##### INFORMATION #####

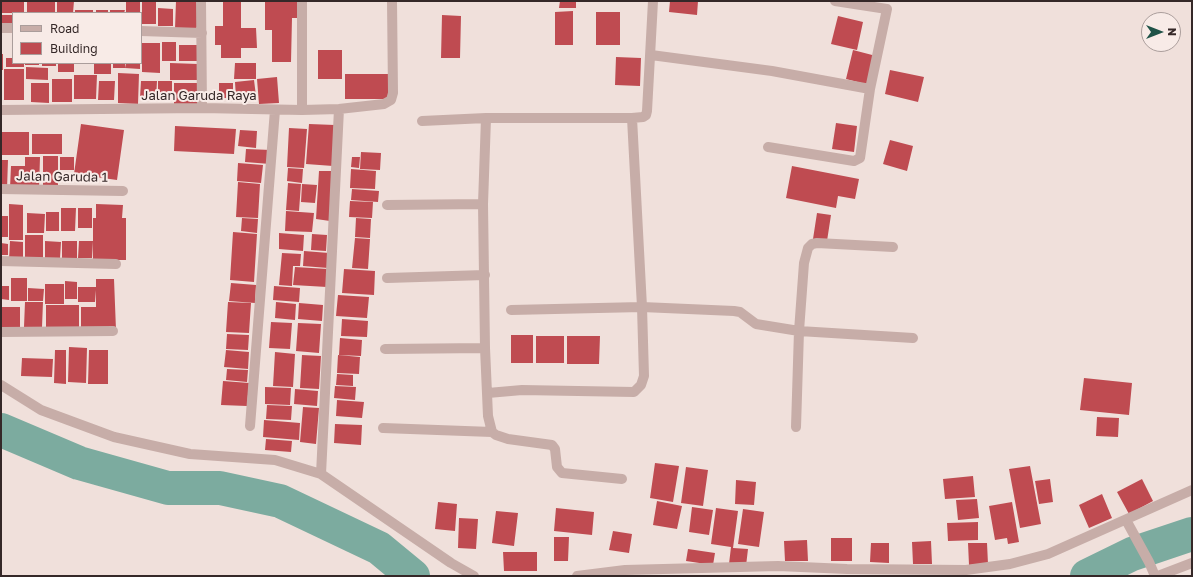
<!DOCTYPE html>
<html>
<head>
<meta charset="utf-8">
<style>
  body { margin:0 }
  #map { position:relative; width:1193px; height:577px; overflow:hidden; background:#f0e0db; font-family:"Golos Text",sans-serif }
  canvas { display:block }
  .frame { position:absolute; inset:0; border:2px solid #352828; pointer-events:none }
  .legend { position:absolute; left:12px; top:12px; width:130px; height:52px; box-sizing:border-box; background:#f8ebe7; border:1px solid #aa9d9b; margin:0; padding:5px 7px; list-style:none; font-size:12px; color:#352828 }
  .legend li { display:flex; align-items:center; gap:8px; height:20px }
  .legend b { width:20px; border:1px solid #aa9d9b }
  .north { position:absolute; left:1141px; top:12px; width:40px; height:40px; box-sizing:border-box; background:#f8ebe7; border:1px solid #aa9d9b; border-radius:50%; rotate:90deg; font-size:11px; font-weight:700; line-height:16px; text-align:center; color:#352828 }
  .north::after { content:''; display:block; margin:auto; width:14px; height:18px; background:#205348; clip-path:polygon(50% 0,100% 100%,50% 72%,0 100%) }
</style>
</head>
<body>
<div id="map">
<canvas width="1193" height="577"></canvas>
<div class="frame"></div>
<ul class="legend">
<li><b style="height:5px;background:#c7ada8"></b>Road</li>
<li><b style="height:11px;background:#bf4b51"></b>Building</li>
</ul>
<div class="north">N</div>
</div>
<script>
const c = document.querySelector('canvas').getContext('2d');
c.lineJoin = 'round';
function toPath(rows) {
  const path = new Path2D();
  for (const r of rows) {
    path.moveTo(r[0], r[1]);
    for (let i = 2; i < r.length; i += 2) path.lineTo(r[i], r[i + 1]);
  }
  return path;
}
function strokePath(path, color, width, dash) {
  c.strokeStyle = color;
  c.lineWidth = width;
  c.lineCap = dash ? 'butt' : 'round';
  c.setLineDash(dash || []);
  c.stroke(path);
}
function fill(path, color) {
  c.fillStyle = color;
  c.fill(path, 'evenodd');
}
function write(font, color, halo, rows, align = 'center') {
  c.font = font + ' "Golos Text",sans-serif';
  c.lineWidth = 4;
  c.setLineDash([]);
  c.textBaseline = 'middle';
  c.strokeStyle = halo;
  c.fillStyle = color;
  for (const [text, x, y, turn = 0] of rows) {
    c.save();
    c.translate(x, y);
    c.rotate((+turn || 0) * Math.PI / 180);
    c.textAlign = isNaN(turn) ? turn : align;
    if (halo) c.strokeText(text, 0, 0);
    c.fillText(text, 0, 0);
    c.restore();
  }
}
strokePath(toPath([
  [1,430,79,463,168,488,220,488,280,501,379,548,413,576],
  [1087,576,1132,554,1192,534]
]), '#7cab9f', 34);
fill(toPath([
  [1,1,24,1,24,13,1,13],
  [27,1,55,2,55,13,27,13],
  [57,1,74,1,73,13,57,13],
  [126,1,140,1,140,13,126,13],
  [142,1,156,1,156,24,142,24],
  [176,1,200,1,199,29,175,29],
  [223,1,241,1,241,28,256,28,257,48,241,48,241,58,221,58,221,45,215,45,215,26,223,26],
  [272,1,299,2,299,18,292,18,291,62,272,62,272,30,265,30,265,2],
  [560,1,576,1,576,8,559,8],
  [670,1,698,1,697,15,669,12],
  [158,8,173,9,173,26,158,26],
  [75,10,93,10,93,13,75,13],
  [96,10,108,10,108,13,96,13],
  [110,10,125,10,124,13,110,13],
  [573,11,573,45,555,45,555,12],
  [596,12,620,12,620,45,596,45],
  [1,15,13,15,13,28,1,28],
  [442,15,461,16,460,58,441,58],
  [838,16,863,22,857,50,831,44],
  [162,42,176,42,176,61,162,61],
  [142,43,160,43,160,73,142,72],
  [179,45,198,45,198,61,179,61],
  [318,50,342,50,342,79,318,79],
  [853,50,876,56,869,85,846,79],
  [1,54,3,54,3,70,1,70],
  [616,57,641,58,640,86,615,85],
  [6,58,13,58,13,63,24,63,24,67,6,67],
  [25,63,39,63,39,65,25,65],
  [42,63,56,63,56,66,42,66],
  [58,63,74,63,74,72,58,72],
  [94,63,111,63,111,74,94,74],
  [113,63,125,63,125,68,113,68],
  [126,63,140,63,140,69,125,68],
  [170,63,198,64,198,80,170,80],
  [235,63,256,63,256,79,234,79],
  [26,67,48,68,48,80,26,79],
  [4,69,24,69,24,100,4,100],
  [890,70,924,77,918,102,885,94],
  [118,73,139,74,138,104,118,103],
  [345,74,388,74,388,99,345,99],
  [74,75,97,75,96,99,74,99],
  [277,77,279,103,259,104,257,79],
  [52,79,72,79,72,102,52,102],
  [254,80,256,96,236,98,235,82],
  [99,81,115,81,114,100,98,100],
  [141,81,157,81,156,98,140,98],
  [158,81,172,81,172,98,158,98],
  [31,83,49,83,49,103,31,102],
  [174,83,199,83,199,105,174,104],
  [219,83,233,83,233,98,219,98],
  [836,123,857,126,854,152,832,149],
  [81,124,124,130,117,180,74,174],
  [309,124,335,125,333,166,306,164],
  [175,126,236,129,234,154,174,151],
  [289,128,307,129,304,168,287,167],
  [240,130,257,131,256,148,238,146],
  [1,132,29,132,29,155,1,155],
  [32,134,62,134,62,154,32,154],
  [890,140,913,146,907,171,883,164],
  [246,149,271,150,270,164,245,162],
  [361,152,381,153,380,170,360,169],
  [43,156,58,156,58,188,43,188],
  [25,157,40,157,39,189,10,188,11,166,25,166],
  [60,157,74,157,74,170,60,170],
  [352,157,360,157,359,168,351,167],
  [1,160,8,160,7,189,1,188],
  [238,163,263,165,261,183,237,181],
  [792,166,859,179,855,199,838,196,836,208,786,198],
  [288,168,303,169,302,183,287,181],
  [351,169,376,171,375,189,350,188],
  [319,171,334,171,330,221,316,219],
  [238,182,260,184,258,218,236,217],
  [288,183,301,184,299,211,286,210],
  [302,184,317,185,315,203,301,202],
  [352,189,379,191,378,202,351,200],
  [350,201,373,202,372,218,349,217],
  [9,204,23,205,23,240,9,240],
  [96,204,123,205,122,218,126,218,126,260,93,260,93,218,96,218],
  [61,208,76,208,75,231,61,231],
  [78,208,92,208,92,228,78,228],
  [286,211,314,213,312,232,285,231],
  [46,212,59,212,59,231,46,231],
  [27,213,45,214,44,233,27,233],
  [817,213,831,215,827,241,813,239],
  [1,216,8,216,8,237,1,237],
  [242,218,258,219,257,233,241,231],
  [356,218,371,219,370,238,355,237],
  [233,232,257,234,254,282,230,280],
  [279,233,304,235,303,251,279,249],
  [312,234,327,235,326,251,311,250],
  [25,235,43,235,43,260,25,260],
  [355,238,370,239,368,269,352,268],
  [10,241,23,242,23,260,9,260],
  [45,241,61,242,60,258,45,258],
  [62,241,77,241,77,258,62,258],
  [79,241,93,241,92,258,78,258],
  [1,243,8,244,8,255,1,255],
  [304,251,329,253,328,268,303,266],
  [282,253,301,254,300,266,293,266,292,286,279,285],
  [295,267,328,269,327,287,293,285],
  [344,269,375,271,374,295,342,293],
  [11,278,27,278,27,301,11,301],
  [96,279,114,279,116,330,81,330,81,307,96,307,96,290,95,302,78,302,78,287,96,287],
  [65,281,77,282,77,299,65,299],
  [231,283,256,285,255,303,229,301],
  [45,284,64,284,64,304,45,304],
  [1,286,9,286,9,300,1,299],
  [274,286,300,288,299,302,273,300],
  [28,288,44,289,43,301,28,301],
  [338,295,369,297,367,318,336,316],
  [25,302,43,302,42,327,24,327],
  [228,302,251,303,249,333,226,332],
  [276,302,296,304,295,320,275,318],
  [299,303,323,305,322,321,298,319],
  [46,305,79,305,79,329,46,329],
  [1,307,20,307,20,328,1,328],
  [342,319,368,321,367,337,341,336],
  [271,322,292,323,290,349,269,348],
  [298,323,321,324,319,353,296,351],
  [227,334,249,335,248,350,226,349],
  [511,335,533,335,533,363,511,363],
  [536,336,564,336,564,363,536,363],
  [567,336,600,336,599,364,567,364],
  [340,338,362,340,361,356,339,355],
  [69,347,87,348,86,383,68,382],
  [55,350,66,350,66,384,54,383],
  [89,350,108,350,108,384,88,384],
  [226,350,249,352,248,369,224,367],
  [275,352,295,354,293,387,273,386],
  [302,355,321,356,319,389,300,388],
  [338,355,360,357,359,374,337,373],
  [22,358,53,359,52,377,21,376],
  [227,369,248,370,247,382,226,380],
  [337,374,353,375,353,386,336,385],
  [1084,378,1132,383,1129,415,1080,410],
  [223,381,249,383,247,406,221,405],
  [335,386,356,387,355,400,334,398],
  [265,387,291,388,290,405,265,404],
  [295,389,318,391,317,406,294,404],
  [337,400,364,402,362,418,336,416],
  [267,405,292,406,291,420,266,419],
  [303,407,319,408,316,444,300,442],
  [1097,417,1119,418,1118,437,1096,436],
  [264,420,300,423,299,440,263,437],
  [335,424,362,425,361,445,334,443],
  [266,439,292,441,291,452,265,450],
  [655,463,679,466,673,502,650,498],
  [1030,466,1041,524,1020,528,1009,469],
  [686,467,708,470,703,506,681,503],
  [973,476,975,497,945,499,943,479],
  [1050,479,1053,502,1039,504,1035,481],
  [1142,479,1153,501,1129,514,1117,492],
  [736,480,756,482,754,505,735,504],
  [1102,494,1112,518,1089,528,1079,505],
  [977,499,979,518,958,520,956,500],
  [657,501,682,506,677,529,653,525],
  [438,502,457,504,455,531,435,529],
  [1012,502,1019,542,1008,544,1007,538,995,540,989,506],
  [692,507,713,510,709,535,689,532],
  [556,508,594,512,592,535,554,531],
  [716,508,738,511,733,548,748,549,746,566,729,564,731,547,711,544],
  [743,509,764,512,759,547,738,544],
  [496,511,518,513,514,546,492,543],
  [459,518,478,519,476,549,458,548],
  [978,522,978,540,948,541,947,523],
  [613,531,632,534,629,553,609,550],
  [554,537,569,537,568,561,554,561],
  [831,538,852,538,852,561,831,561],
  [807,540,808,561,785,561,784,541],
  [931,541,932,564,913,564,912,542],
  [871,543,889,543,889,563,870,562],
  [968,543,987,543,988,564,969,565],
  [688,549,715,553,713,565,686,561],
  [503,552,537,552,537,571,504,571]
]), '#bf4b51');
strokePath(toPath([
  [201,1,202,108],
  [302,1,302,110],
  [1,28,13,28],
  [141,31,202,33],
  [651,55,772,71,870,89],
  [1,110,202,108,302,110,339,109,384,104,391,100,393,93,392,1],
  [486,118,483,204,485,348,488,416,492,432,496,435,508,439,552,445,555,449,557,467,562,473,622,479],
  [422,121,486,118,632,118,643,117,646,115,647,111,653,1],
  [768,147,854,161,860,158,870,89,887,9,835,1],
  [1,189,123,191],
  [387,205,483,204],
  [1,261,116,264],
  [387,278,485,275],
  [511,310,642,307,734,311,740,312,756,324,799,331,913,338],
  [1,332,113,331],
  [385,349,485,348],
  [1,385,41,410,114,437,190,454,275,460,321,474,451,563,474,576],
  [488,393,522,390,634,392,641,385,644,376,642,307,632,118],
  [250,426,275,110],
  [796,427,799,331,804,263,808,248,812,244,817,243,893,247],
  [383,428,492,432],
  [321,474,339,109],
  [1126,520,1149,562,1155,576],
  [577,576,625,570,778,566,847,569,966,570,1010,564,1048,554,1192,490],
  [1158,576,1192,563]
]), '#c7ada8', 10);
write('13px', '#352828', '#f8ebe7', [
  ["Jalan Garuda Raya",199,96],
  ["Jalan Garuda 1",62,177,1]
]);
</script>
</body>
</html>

#####

EXERCISE PROMPT:
Please give the number of lines above that hold the word "absolute", and only that number.

TASK RESPONSE:
3